# 1961 Schwinn Streamliner, Just Unearthed



## antque (Oct 11, 2011)

This bike was found in a out building a few towns over from me. the bike was the owners uncles who died years ago and the bike was stored away. Everything on the bike is original, even the Westwind tires. Paint is almost perfect, Thanks for looking.


----------



## J.C. (Oct 11, 2011)

*Sweet!*

*I'm not a middleweight guy, but if I were, I would trip over my tongue if I saw that thing!  Beautiful bike!*


----------



## island schwinn (Oct 11, 2011)

sweeeet!! one nice bike and pretty rare to boot.not too many floating around.


----------



## drabe (Oct 11, 2011)

Beautiful bike, it's my first time seeing a 'Streamliner' though.


----------



## Talewinds (Oct 11, 2011)

Wow! That's NOS!


----------



## Pedalsnostalgia (Oct 11, 2011)

*Wow*

That has got to be the nicest MW Streamliner on the planet. Great score. Wana sell it? Jeff


----------



## VintageSchwinn.com (Oct 11, 2011)

That things is NUTS!!!  The detail on the surface of the seat is ridiculous!!  I love those peanut-tank bikes, absolutely killer!

I believe that model Streamliner was what the Panther II and Panther III evolved into when the Panther was discontinued in late 1960-ish.


----------



## antque (Oct 12, 2011)

*Streamliner*

The Streamliner was made only one year 1961, there was an earlier version on the 50's, The bike came in various colors, but all had painted fenders and limited chrome. Thanks for all you comments


----------



## ridingtoy (Oct 14, 2011)

That out building must have had the perfect climate for preserving metal items like vintage bicycles. The Schwinn is in immaculate condition.
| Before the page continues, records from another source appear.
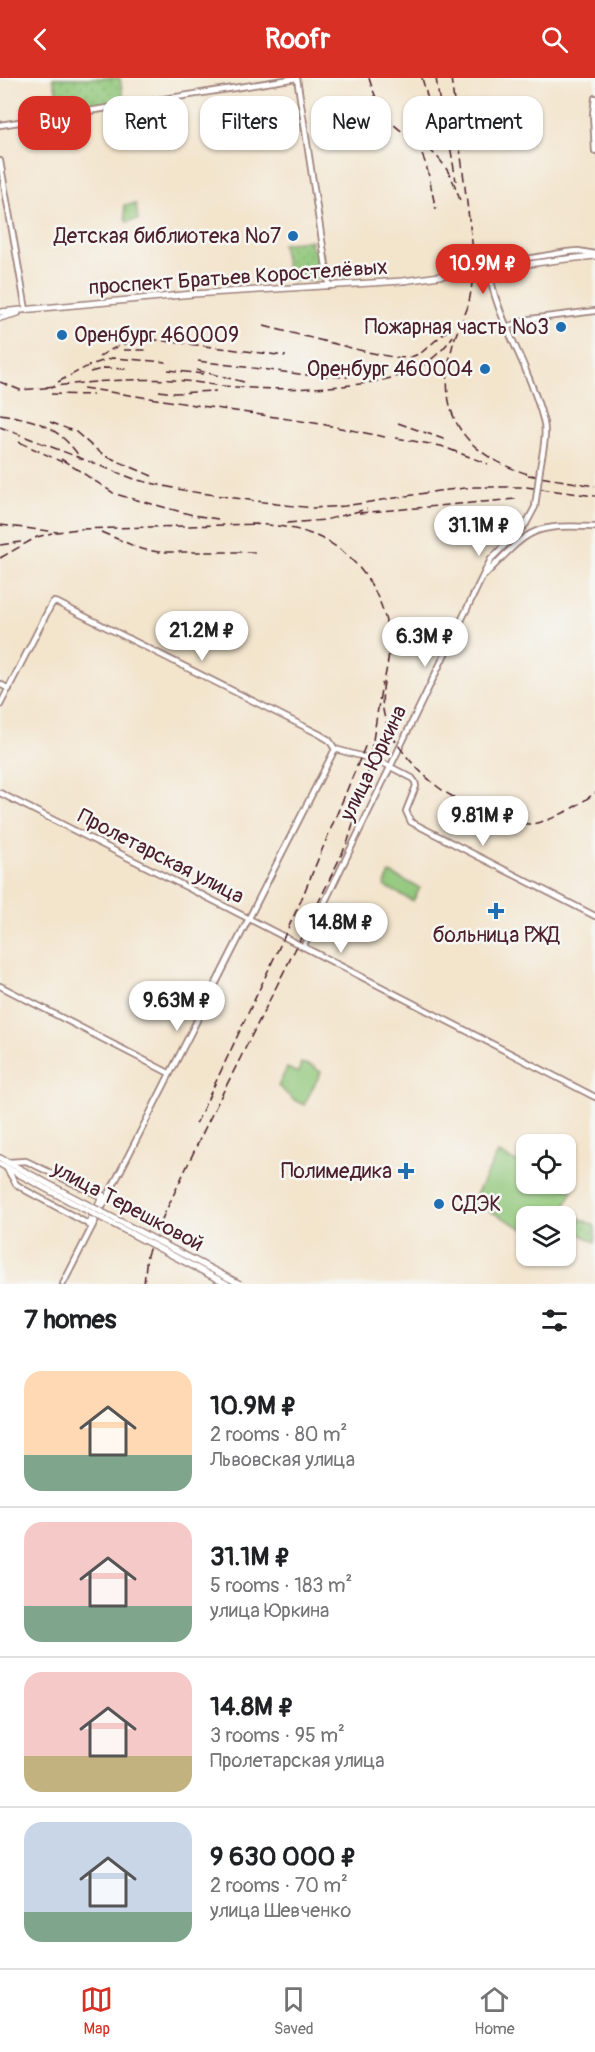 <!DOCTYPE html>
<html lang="en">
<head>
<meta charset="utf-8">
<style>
  body { margin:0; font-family:Pangolin,sans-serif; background:#f6f6f6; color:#202124; height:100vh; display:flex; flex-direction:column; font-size:22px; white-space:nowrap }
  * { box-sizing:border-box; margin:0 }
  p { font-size:20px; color:#757577 }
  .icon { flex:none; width:33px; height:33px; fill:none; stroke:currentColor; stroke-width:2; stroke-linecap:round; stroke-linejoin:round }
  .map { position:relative; height:1206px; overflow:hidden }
  .details { display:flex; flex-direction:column; background:#fff; flex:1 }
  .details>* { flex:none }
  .hud { position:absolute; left:18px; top:18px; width:560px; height:54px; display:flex; gap:12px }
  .buttons { position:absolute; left:516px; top:1056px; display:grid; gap:12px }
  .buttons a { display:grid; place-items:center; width:60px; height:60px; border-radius:12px; background:#fff; box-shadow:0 2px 4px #0004; font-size:30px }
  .price { position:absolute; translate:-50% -51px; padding:0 14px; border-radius:21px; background:#fff; color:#222; font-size:20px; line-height:39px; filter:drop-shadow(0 2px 3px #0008) }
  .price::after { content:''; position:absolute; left:50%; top:36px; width:18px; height:14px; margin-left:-9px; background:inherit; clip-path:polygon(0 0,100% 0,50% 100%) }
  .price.on { background:#d93025; color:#fff }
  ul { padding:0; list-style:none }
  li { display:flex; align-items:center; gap:18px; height:150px; padding:0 24px }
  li+li { border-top:2px solid #e0e0e0 }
  li span { display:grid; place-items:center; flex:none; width:168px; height:120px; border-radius:18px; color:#555 }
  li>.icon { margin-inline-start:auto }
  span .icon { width:72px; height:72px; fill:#fffc; stroke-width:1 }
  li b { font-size:26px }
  h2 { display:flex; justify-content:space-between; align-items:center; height:72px; padding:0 24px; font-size:26px }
  .chip { padding:0 21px; border-radius:18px; background:#fff; box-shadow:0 2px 4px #0004; font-size:21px; line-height:54px }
  .chip.on { background:#d93025; color:#fff }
  header { display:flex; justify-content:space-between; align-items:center; height:78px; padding:0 24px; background:#d93025; color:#fff; font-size:27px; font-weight:700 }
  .tabs { display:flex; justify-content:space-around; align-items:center; height:84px; border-top:2px solid #e0e0e0; background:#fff; font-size:16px; color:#757577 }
  .tabs a { display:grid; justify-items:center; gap:3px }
  .tabs .on { color:#d93025 }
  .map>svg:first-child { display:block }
  .grass { fill:#8fc678; stroke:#6c7252; stroke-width:1.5 }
  .park { fill:url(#park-dots); stroke:#6c7252; stroke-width:1.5 }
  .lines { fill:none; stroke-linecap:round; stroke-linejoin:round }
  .secondary-casing { stroke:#9e827c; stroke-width:8 }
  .primary-casing { stroke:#9e827c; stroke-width:8 }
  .secondary { stroke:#fff; stroke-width:4.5 }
  .primary { stroke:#fff; stroke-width:5 }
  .rail { stroke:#4a1f2b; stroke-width:1.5; stroke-dasharray:9 4.5; stroke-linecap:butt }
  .secondary-bridge-casing { stroke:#9e827c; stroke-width:8; stroke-linecap:butt }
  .primary-bridge-casing { stroke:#9e827c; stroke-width:8; stroke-linecap:butt }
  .secondary-bridge { stroke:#fff; stroke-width:4.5 }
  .primary-bridge { stroke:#fff; stroke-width:5 }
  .poi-dot { fill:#1f6fb2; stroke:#f6f6f2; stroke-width:2 }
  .labels { text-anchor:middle; stroke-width:5; stroke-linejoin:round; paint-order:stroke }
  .poi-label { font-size:21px; fill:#4a1f2b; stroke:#f6f6f2; text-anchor:end }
  .street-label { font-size:21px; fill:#4a1f2b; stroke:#f6f6f2 }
</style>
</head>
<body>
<header><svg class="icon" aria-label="back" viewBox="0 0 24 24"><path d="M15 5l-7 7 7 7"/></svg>Roofr<svg class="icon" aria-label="search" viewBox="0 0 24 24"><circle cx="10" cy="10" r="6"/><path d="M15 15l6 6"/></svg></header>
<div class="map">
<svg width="595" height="1206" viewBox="0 0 595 1206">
  <defs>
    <pattern id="park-dots" width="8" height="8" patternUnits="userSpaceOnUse" patternTransform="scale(1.5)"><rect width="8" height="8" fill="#8fc678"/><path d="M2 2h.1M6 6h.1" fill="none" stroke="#77a063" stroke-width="1.8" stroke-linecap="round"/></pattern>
  </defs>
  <rect width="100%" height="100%" fill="#f6f6f2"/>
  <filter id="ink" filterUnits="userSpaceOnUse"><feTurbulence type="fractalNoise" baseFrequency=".0167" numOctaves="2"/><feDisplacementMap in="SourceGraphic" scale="12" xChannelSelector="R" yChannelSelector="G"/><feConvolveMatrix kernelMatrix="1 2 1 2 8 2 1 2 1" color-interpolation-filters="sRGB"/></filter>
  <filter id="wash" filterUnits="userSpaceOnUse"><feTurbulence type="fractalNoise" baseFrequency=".008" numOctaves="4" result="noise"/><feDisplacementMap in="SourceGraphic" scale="24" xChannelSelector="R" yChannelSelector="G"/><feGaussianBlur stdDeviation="1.35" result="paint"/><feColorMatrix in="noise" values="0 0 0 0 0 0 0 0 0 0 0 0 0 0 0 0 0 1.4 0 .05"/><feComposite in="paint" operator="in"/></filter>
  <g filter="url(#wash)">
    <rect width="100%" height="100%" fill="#f3e4cc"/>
    <!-- grass -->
    <path class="grass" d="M 136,126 L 138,142 L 126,144 L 124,127 Z
      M 390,795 L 420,810 L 413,823 L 384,808 Z
      M 301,985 L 312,988 L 321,994 L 304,1027 L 294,1022 L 278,1008 L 287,990 L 298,995 Z
      M 498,1075 L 526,1089 L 526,1106 L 558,1106 L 573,1113 L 559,1138 L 526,1138 L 526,1152 L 472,1124 Z"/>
    <!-- park -->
    <path class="park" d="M 53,0 L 120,0 L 124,25 L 62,35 Z
      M 311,162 L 311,171 L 322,173 L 326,197 L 323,201 L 289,203 L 282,166 Z
      M 567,1134 L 595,1148 L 595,1164 L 566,1149 L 564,1138 Z"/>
  </g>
  <g filter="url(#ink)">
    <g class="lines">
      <defs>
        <path id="secondary" d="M 297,0 L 329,208
          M 595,20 L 593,36 L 595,73
          M 0,47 L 297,0
          M 0,83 L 26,232
          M 507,249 L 530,241 L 595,233
          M 540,391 C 542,376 547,360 544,345 C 539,325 532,307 524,288 C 517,271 485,208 492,192 C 494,188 499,187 504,185 L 567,174 L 578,173 L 595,176
          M 485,497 C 529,452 530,446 595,449
          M 0,606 L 9,611
          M 0,627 L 50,529 L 53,524 L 58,525 L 319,656 L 329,662 L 335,671 L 379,683 L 412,700 L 415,704 L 416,708 L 406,733 L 411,744 L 595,838
          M 0,715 L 224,828 L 595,1019
          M 303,869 L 491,481 L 526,446 L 535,429
          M 0,908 L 169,995
          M 8,1084 L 26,1083 L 106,1121
          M 6,1089 L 16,1106 L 25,1112 L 92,1148
          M 88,1147 L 103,1117
          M 63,1206 L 335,671"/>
        <path id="primary" d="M 558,182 L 595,178
          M 0,234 L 193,216 L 403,203
          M 0,240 L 18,235
          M 0,1080 L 56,1110
          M 0,1086 L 54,1115"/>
      </defs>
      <!-- secondary casing -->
      <use href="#secondary" class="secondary-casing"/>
      <!-- primary casing -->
      <use href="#primary" class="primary-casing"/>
      <!-- secondary -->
      <use href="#secondary" class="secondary"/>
      <!-- primary -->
      <use href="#primary" class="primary"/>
      <!-- rail -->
      <path class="rail" d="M 369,0 C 374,17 381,33 393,46 C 405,57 419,64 432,74 C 447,87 455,105 460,123
        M 422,0 L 429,25 L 444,53
        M 436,0 L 442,40
        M 451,0 L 473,172 C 473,193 473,211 467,231 C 462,244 455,256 452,270 C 434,341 469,380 535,398
        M 444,31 L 456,103
        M 415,65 C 429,83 430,109 436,131
        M 264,248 L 367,274 L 398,280 L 411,279 L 421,275 L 449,251
        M 123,272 L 147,272
        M 99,279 C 117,266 134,262 156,262 L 286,278
        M 198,283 L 307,297 L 348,299
        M 168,292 L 203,296
        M 196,292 L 244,304
        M 90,294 L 105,290 L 128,291
        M 0,304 L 20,312 L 55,309
        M 58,304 L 90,287 L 112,280 L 166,284
        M 46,309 C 88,304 130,300 173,302 C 194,303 215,308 236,309 C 280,313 373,311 412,293 C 429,285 443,273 453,258
        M 83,310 L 321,346 L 385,359
        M 159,313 L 174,315 L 216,313
        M 51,316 L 93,317
        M 0,336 C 39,342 59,349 82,382
        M 50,344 L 76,354 L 94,370 L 106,378 L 152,398
        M 398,345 L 449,363
        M 0,349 L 137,402 L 187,413 L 277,426 L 313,430 L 345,428 L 438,413 L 474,409 L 526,409 L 595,418
        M 396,360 L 441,368 L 488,386
        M 19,364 L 62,384
        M 61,381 L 115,416 L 193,437 L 218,441
        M 528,397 L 595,408
        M 359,435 L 516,421
        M 287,445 L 325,442 L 367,431
        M 250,446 C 270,447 289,448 308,455 C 355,470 387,517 389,566 C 390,593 375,617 387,646 C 396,670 419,694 438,709 C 454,722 509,747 530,746 C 552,744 577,728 595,715
        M 0,447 L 57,454 L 78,451 L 257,446
        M 101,454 L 141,471 L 158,474 L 256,474
        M 0,467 L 21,464
        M 0,480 L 37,459 L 52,455
        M 196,1046 L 299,827 L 367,664
        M 144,1206 L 147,1177 L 154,1158 L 207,1046 L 311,840 L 348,763 L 367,700 L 382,605"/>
      <defs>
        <path id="secondary-bridge" d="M 535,429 L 540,391"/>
        <path id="primary-bridge" d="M 403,203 L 558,182
          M 56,1110 L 240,1206
          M 54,1115 L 227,1206"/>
      </defs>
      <!-- secondary-bridge casing -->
      <use href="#secondary-bridge" class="secondary-bridge-casing"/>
      <!-- primary-bridge casing -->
      <use href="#primary-bridge" class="primary-bridge-casing"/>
      <!-- secondary-bridge -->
      <use href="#secondary-bridge" class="secondary-bridge"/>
      <!-- primary-bridge -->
      <use href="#primary-bridge" class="primary-bridge"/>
    </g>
  </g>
  <!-- markers -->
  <g class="poi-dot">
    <circle cx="293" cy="158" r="6"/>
    <circle cx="561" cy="249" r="6"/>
    <circle cx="62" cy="257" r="6"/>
    <circle cx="485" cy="291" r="6"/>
    <path d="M493 824h6v6h6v6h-6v6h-6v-6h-6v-6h6z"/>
    <path d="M403 1084h6v6h6v6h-6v6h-6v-6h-6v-6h6z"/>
    <circle cx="439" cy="1126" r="6"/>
  </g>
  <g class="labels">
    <!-- poi labels -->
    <g class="poi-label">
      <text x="281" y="165">Детская библиотека №7</text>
      <text x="549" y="256">Пожарная часть №3</text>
      <text x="74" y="264" text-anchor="start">Оренбург 460009</text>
      <text x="473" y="298">Оренбург 460004</text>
      <text x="496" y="864" text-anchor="middle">больница РЖД</text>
      <text x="392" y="1100">Полимедика</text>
      <text x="451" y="1133" text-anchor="start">СДЭК</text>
    </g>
    <!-- street labels -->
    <g class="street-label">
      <text transform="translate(238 199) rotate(-4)" y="7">проспект Братьев Коростелёвых</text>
      <text transform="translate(373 685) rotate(-64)" y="7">улица Юркина</text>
      <text transform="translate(161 778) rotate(27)" y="7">Пролетарская улица</text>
      <text transform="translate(128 1128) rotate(28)" y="7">улица Терешковой</text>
    </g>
  </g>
</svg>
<div class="buttons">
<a><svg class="icon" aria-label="locate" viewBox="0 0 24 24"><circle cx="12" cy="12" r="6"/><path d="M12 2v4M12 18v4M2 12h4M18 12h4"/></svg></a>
<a><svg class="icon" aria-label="layers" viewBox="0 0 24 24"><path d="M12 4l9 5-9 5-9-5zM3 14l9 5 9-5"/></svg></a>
</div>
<b class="price on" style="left:483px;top:217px">10.9M ₽</b>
<b class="price" style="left:479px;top:479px">31.1M ₽</b>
<b class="price" style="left:202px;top:584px">21.2M ₽</b>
<b class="price" style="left:425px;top:590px">6.3M ₽</b>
<b class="price" style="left:483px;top:769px">9.81M ₽</b>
<b class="price" style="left:341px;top:876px">14.8M ₽</b>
<b class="price" style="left:177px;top:954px">9.63M ₽</b>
<div class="hud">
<a class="chip on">Buy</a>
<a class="chip">Rent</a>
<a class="chip">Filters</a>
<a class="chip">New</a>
<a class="chip">Apartment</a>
</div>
</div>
<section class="details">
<h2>7 homes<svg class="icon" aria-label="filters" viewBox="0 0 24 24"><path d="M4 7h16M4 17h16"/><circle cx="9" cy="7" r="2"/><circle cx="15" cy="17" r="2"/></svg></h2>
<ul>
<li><span style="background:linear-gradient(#ffd9b3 70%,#7fa58c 0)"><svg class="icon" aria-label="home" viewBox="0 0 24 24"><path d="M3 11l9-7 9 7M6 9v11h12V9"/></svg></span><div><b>10.9M ₽</b><p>2 rooms · 80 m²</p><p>Львовская улица</p></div></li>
<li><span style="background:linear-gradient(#f6c9c9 70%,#7fa58c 0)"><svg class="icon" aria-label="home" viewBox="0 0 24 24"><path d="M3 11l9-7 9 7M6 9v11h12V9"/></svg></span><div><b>31.1M ₽</b><p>5 rooms · 183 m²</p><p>улица Юркина</p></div></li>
<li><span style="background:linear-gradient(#f6c9c9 70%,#c2b280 0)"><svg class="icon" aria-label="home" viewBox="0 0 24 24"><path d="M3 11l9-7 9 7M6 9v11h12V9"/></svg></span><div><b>14.8M ₽</b><p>3 rooms · 95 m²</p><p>Пролетарская улица</p></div></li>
<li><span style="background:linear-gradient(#c9d6e8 75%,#7fa58c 0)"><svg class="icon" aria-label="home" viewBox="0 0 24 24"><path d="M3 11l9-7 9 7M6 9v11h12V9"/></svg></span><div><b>9 630 000 ₽</b><p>2 rooms · 70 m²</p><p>улица Шевченко</p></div></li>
</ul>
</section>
<nav class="tabs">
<a class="on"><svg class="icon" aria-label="map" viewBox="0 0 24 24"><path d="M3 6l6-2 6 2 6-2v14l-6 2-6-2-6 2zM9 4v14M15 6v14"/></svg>Map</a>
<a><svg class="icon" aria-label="saved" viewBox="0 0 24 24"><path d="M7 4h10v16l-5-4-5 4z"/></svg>Saved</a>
<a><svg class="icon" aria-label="home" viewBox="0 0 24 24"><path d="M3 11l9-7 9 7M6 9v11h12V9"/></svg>Home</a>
</nav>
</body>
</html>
Bikes don't stay that clean even in my dry basement! Terrific find!

Dave


----------



## oldbikehome (Oct 14, 2011)

I always liked that bike. I have had a couple but that is probably one o the best ones in the country. They were pretty rare to begin with and most I have seen have been black. What a great score.


----------



## viper806 (Feb 11, 2012)

*WOW Memories!*



antque said:


> This bike was found in a out building a few towns over from me. the bike was the owners uncles who died years ago and the bike was stored away. Everything on the bike is original, even the Westwind tires. Paint is almost perfect, Thanks for looking.




I received this exact bike in radiant green for Christmas when I was 12 years old. My younger brother got a blue one. Mine was stolen about a year after I got it while I was fishing one Saturday afternoon. Boy, did I love that bike. I remember waxing it and that green paint just glistened. Wish I had it now.


----------



## Terry66 (Feb 12, 2012)

Wow, that is nice! So, are you selling or keeping?


----------



## HIGGINSFOREVER (Feb 12, 2012)

Up till 2 weeks ago i had never seem or heard of a schwinn streamliner.Then i picked up a nice og 1956 green streamliner and now i see a beautiful middleweight in that same green.Great find,just goes to show there still out there.


----------



## jd56 (Feb 12, 2012)

*Nice find*

Even though this was an old post....I have to say.....sweeeeet!
Hope you still have it. That would be a hard one to sell from my herd if I had it.


----------



## 1959firearrow (Feb 12, 2012)

What is the name of that paint color? My 1967 typhoon project is going to be painted that color, Best color I have ever seen on a Schwinn.


----------



## antque (Feb 13, 2012)

*Streamliner*

Thanks for all the responses. the color is radiant green, At this time I'm keeping the bike, i'll never find one in this condition again,


----------